INPUT MATERIAL:
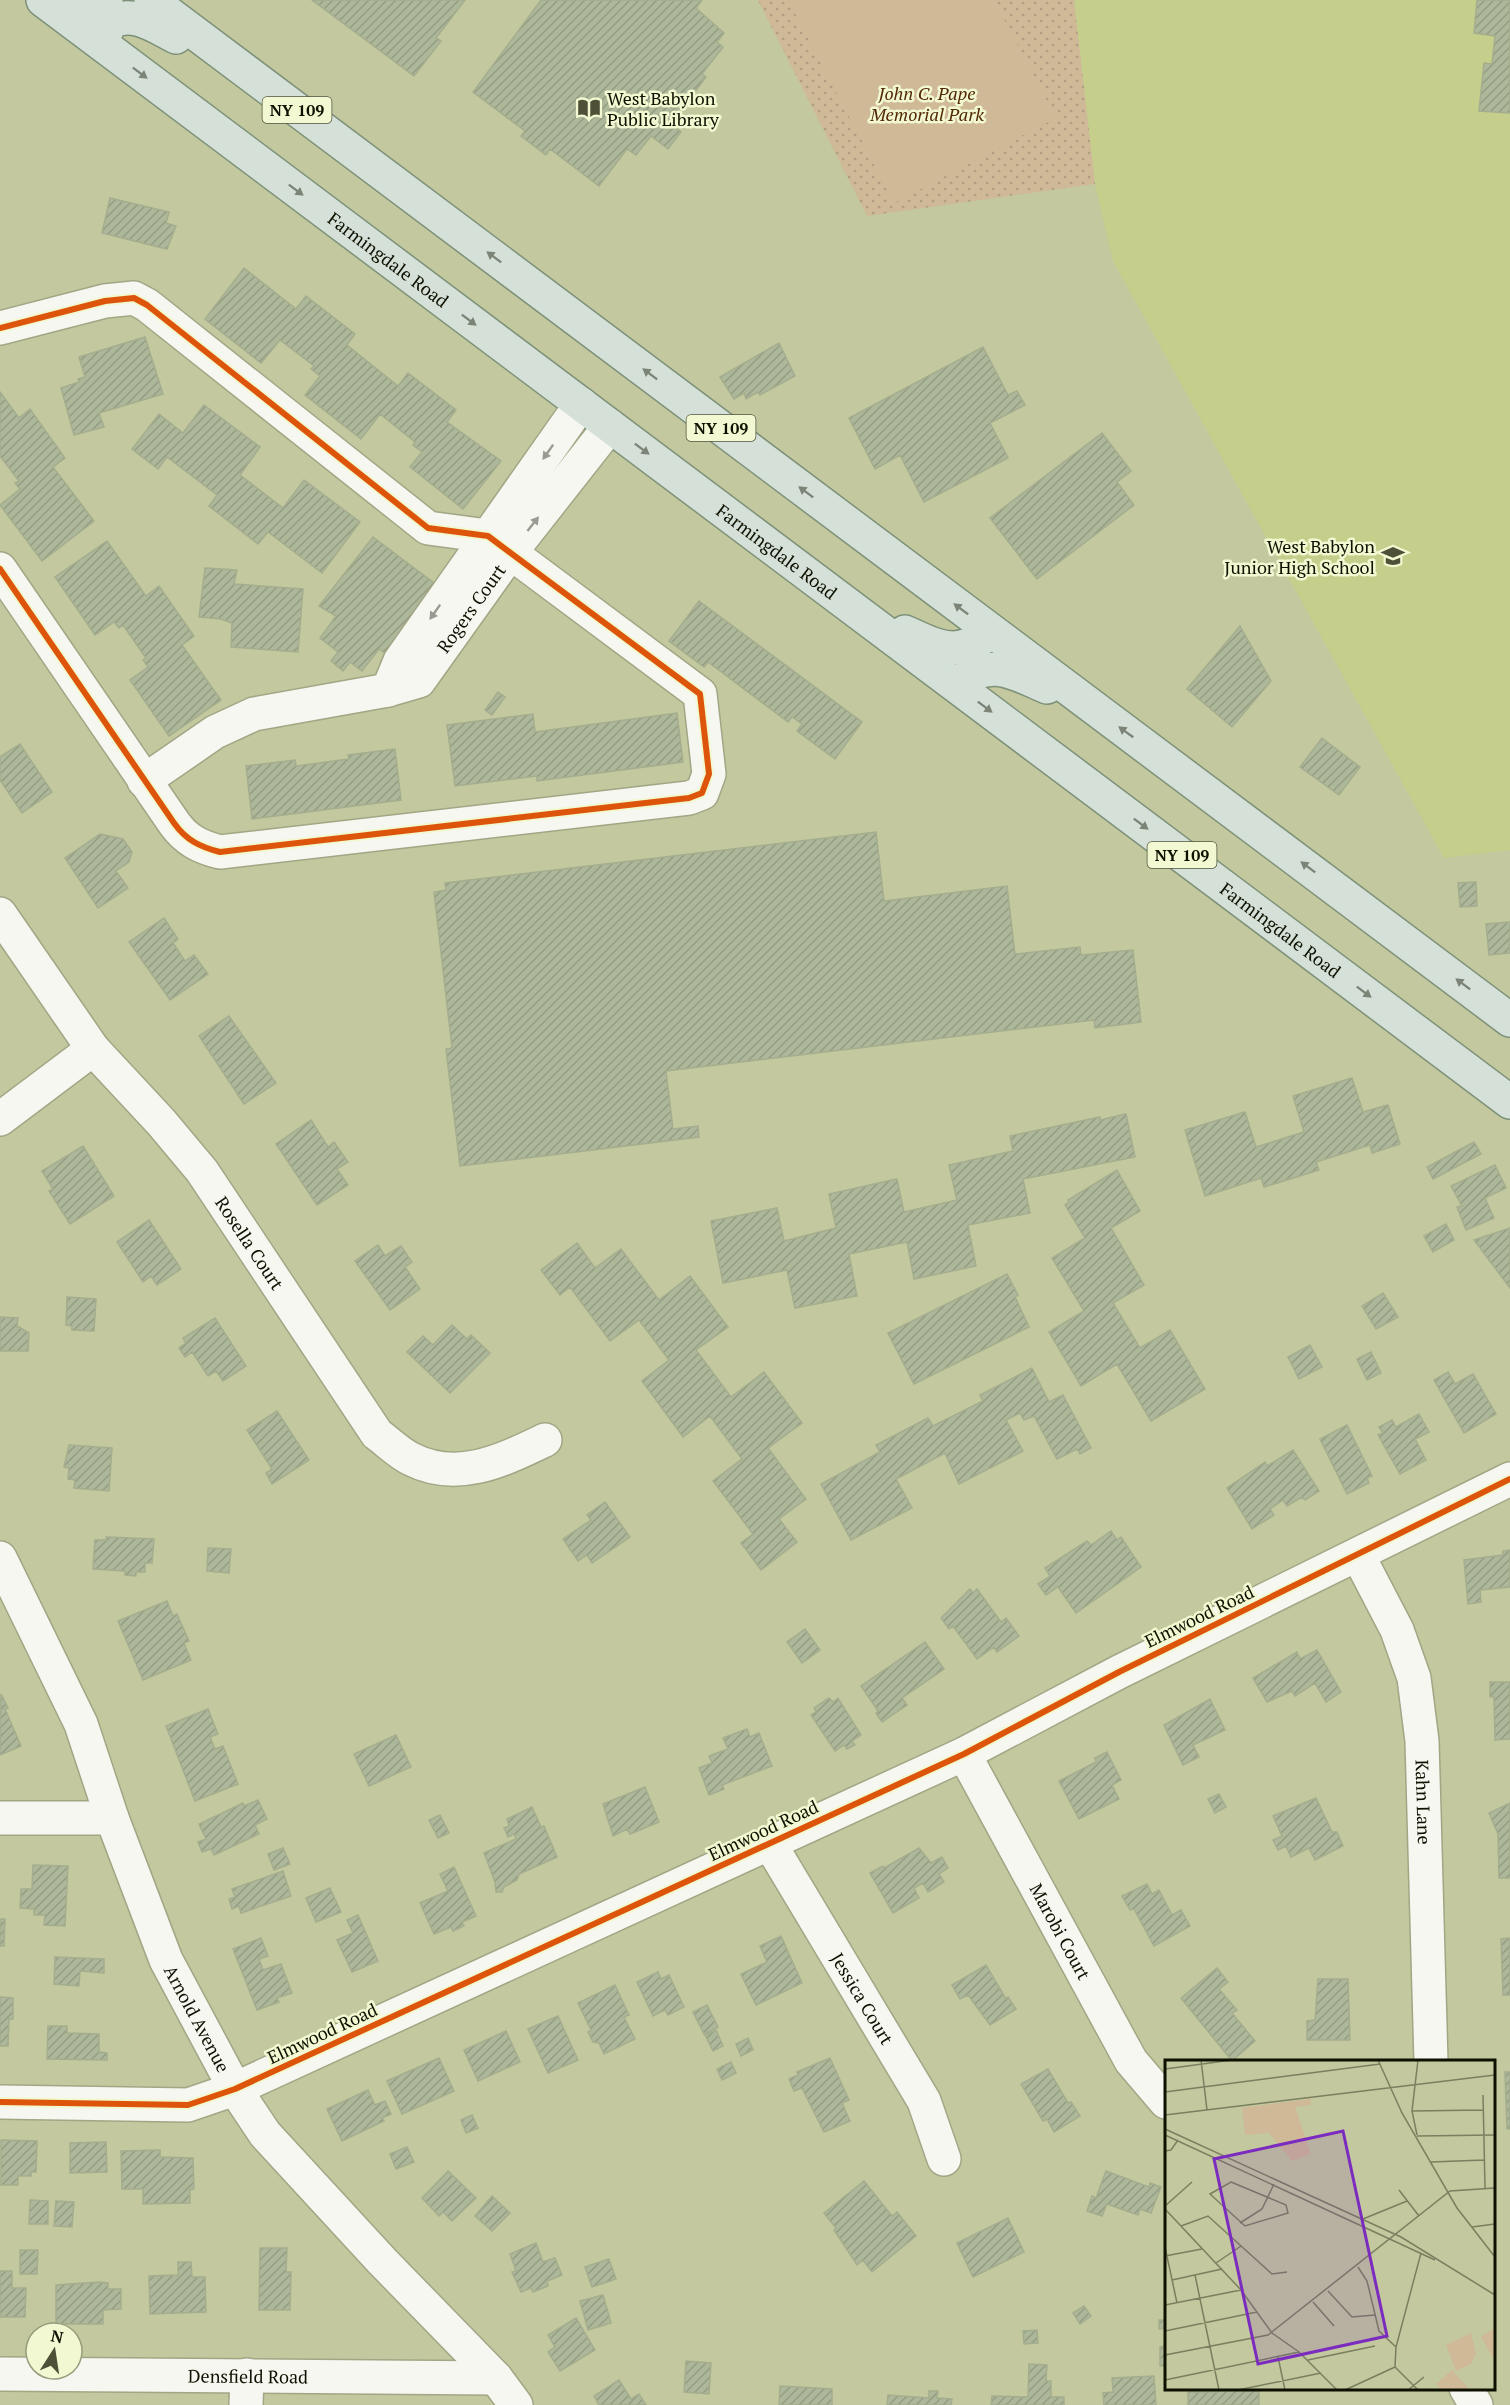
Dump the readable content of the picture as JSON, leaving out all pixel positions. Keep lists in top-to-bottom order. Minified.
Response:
{"streets":{"main road":["NY 109","Farmingdale Road"],"street":["Rogers Court","Rosella Court","Elmwood Road","Kahn Lane","Marobi Court","Jessica Court","Arnold Avenue","Densfield Road"]},"crossings":[["Farmingdale Road","Rogers Court"],["Elmwood Road","Kahn Lane"],["Elmwood Road","Marobi Court"],["Elmwood Road","Jessica Court"],["Elmwood Road","Arnold Avenue"],["Arnold Avenue","Densfield Road"]],"parks":["John C. Pape Memorial Park"],"places":{"library":["West Babylon Public Library"],"school or university":["West Babylon Junior High School"]},"north":"top"}
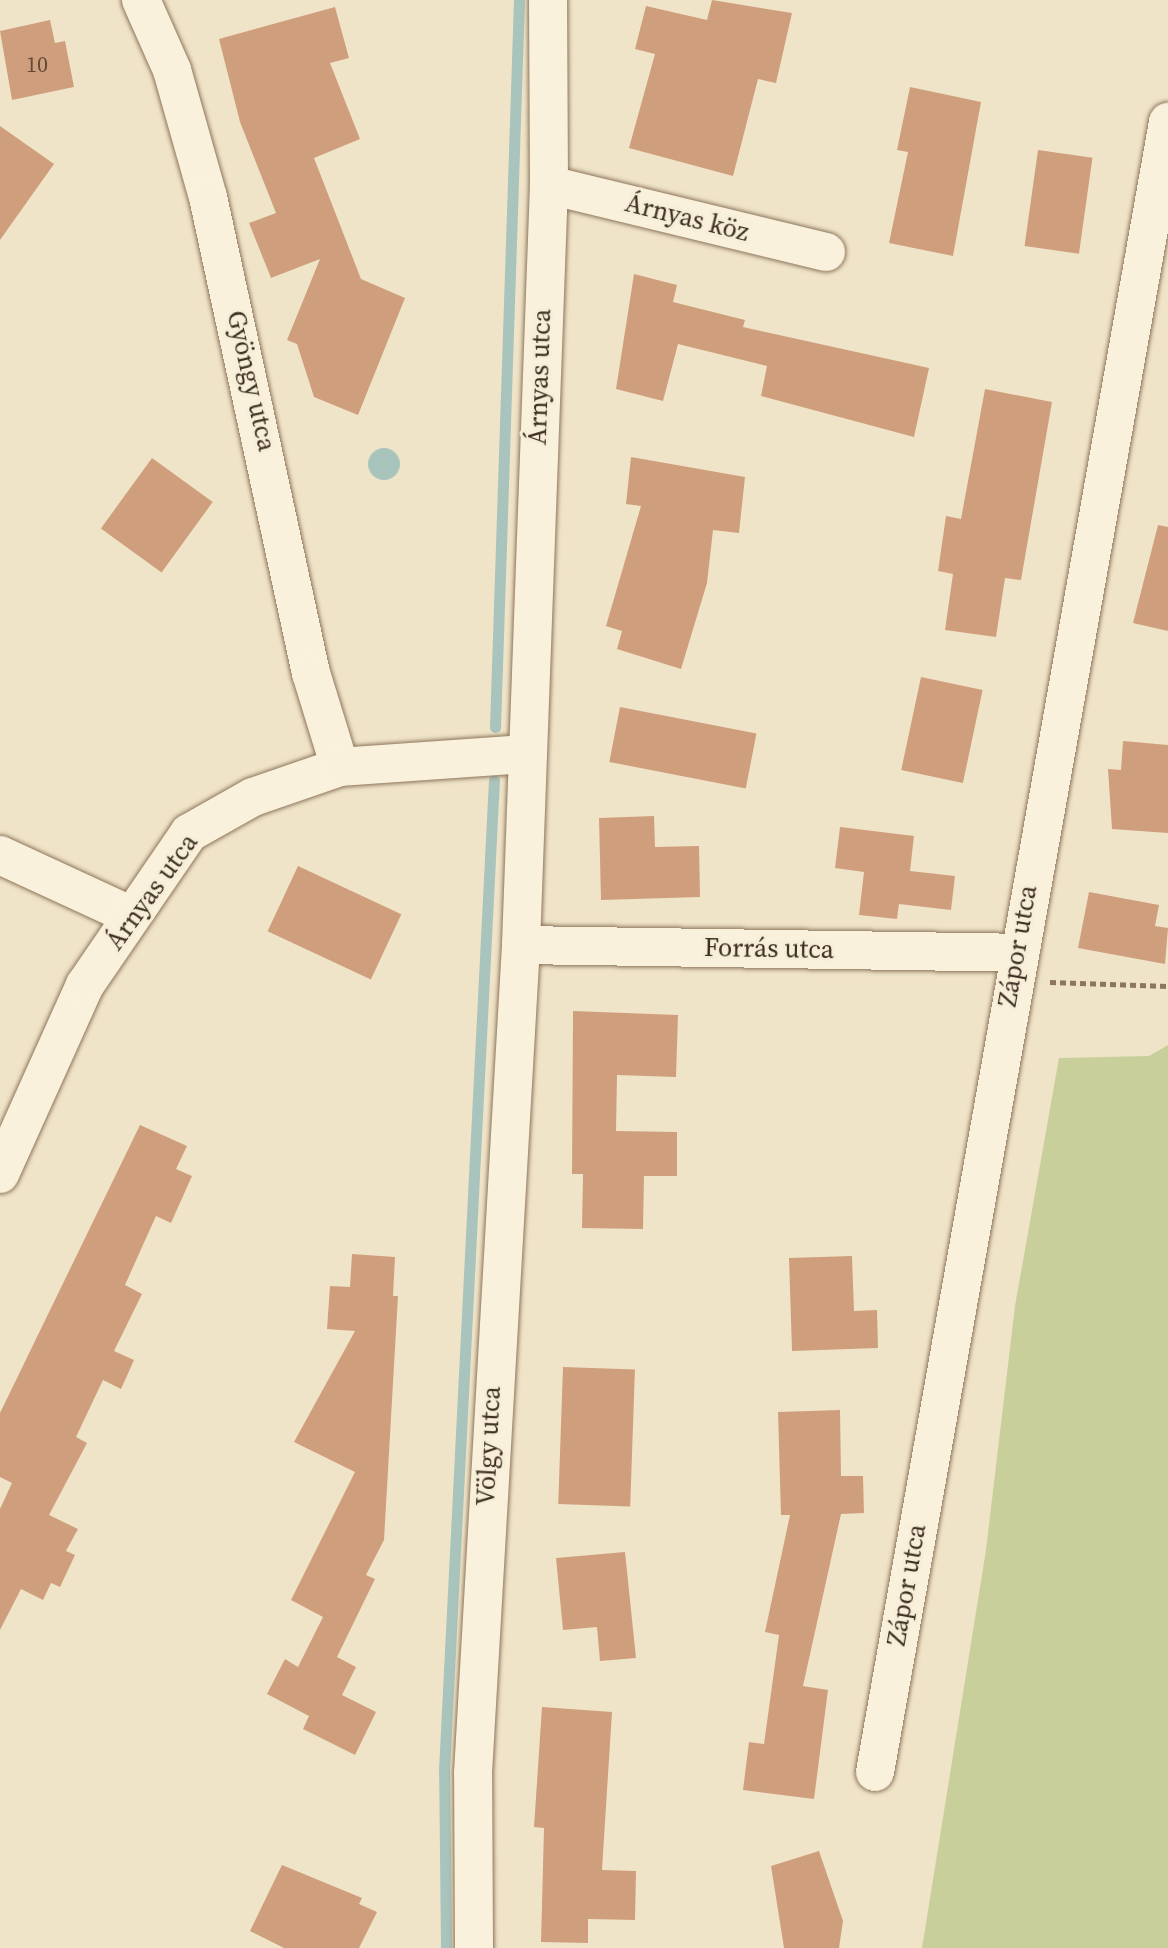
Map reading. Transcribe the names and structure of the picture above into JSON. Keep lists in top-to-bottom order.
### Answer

WORK ORDER: When the word "lists" appears in a line of the listing, copy that line.

OUTPUT:
Dump the readable content of the picture as JSON, leaving out all pixel positions. Keep lists in top-to-bottom order. Minified.
Map reading. Transcribe the names and structure of the picture above into JSON. Keep lists in top-to-bottom order.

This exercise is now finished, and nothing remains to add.